Festeggiamo oggi anche la prima mail arrivata dall’estero IN REDAZIONE: il nuovo singolo dei Borghesia di Lubiana, Rodovnik, dedicato a Srečko Kosovel, poeta sloveno del primo ‘900. Completamente all’oscuro della sua esistenza, ho cercato subito di informarmi. La cosa più interessante di tutte è che per alcune delle sue poesie Kosovel ha usato i simboli matematici. Ma anche che, comunque, è difficile dire se fosse costruttivista, impressionista, espressionista o dadaista. Certo è che fosse sempre impegnato politicamente contro l’oppressore straniero. E questo piace molto ai Borghesia.
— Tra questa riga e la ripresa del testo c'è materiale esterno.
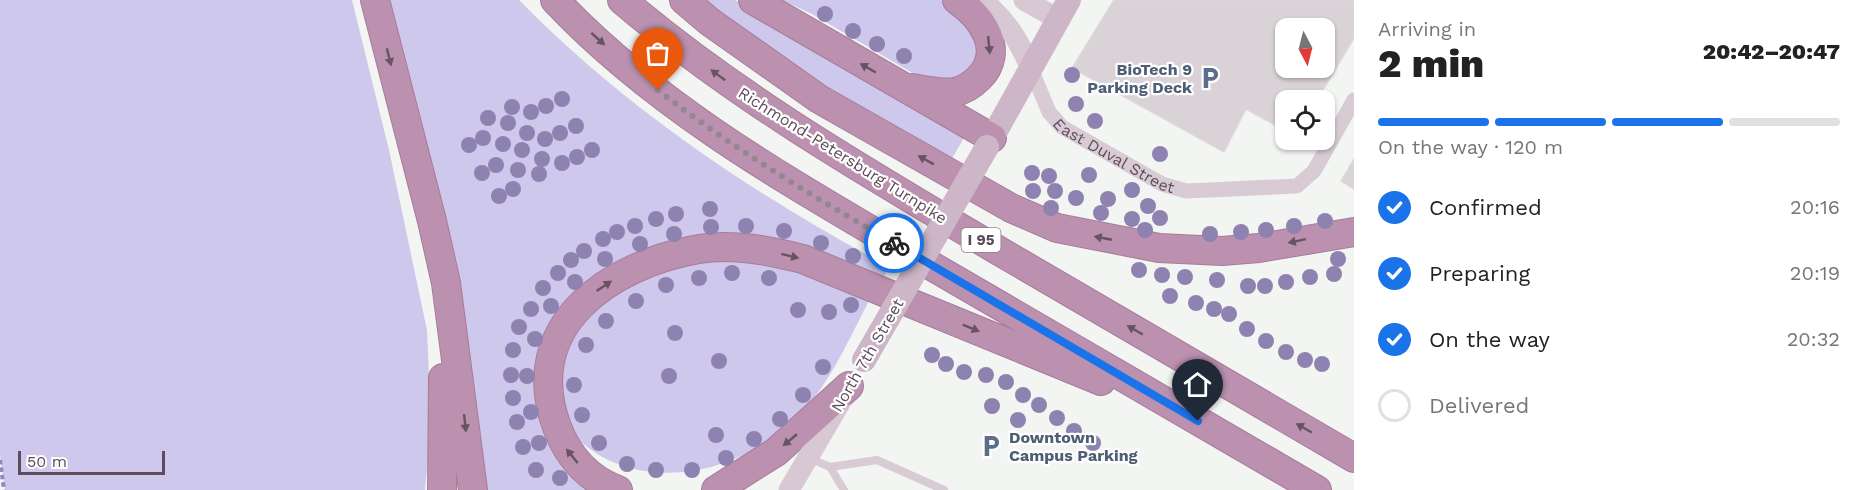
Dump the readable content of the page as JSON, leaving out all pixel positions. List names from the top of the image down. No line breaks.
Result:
{"streets":{"highway":["Richmond-Petersburg Turnpike","I 95"],"main road":["North 7th Street"],"street":["East Duval Street"]},"crossings":[["East Duval Street","North 7th Street"]],"places":{"parking":["BioTech 9 Parking Deck","Downtown Campus Parking"]},"scale_bar":"50 m","north":"bottom","page":{"heading":["2 min","Arriving in","20:42–20:47"],"bar":"On the way · 120 m","list":[["Confirmed","20:16"],["Preparing","20:19"],["On the way","20:32"],"Delivered"],"scale":"50 m"}}
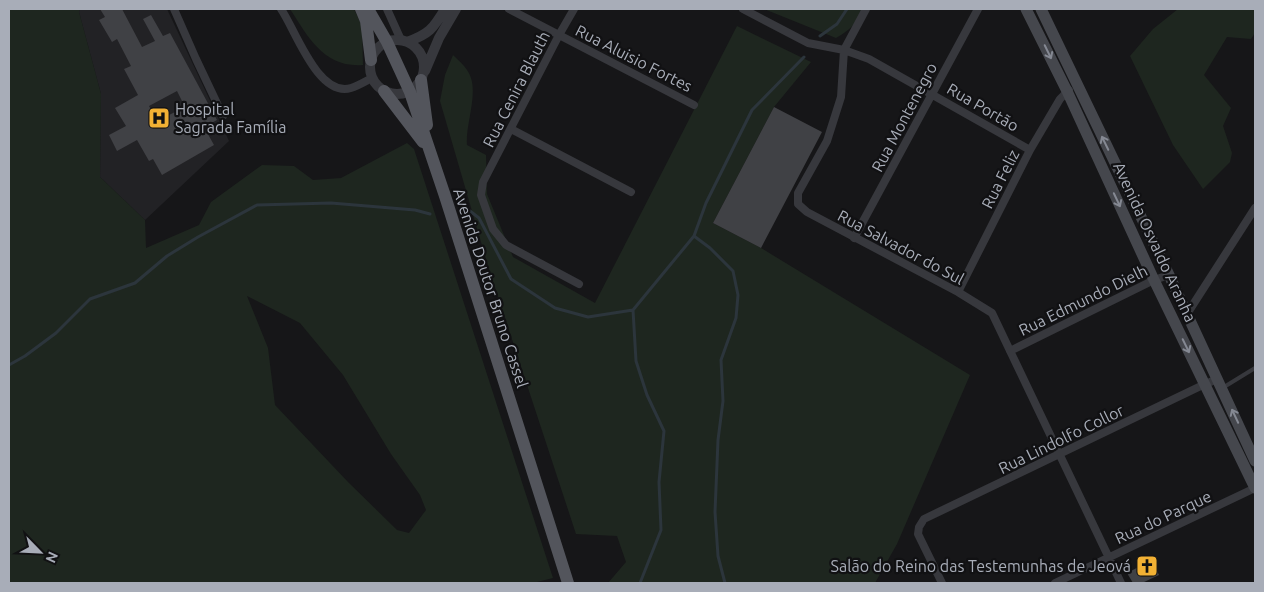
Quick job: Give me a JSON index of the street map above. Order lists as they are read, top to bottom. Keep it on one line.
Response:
{"streets":{"main road":["Avenida Osvaldo Aranha","Avenida Doutor Bruno Cassel"],"street":["Rua Aluisio Fortes","Rua Cenira Blauth","Rua Portão","Rua Montenegro","Rua Feliz","Rua Salvador do Sul","Rua Edmundo Dielh","Rua Lindolfo Collor","Rua do Parque"]},"crossings":[["Rua Aluisio Fortes","Rua Cenira Blauth"],["Rua Portão","Rua Montenegro"],["Rua Portão","Rua Feliz"],["Rua Portão","Rua Salvador do Sul"],["Rua Montenegro","Rua Salvador do Sul"],["Rua Feliz","Avenida Osvaldo Aranha"],["Rua Feliz","Rua Salvador do Sul"],["Avenida Osvaldo Aranha","Rua Edmundo Dielh"],["Avenida Osvaldo Aranha","Rua Lindolfo Collor"],["Avenida Osvaldo Aranha","Rua do Parque"],["Rua Salvador do Sul","Rua Edmundo Dielh"]],"places":{"hospital":["Hospital Sagrada Família"],"church":["Salão do Reino das Testemunhas de Jeová"]},"north":"bottom right"}
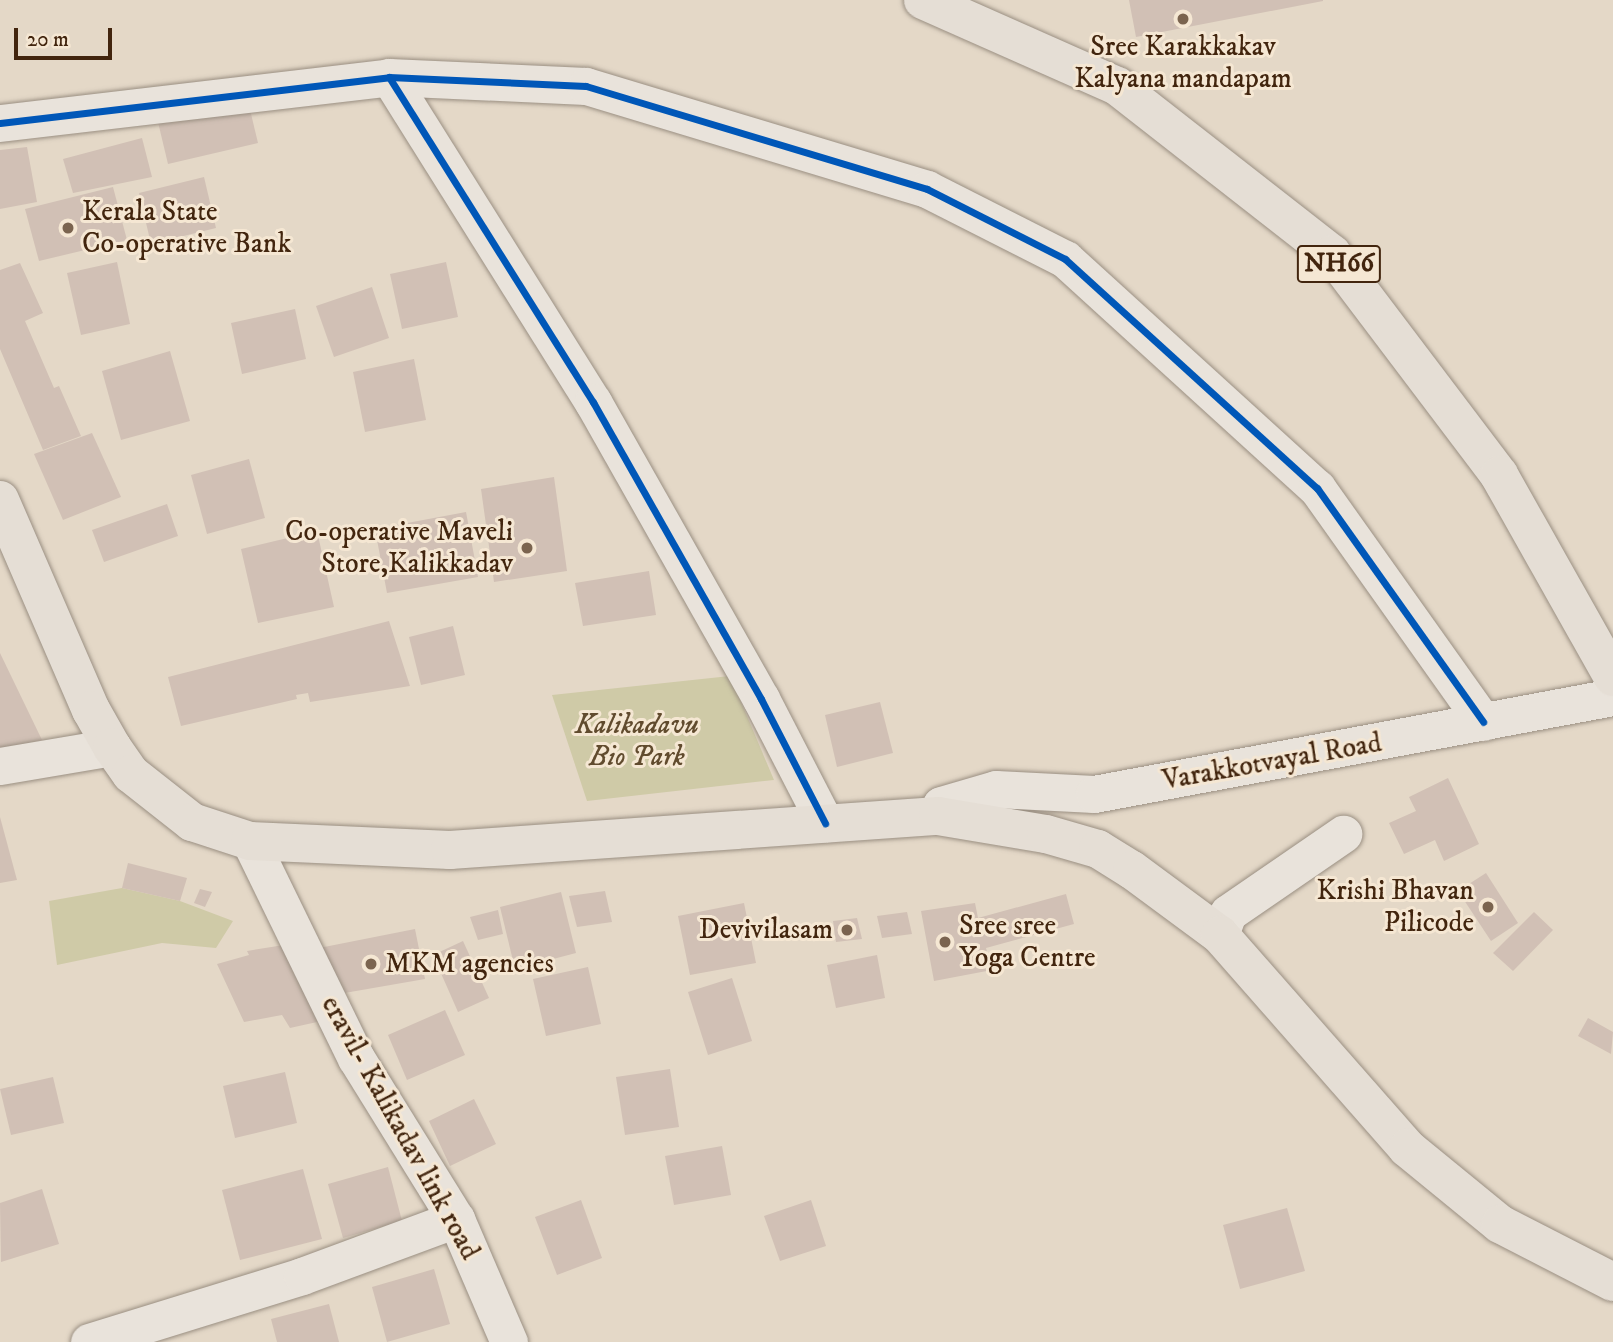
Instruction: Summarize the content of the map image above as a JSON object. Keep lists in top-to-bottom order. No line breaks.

La sua presa male per la decadenza dell’Europa e la speranza per una nuova alba sono altre sue caratteristiche, evidenti da subito, anche a un occhio poco esperto come il mio. La presa male con speranza è sicuramente anche la caratteristica prima dei Borghesia, nei dischi vecchi (godetevi su Spotify) come nell’ultimo singolo. Insomma, un matrimonio annunciato. Loro erano una band new wave elettro pop, poi sono diventati aggrotech e feticisti, alla fine si sono politicizzati. Difficile scegliere un’etichetta sola, anche per loro. Certo è che sono sempre stati oscuri ma anche molto ballabili. Ed estremante lucidi: il futuro in cui Kosovel riponeva le proprie speranze è adesso, e l’Europa litiga per Fincantieri. Infatti, visto che i Borghesia sono ballabili ma non fuori dal tempo, come testo per Rodovnik hanno scelto il Kosovel contro il potere più gelido e laconico, così laconico da essere ironico, ma non ironico solare, ironico per starci dentro. No hope for a new dawn. Del resto, Srečko morì a 22 anni dopo aver preso un colpo di freddo che si trasformò in meningite mentre aspettava il treno per Lubiana. Sfiga sempre viva. Cosa festeggiamo a fare.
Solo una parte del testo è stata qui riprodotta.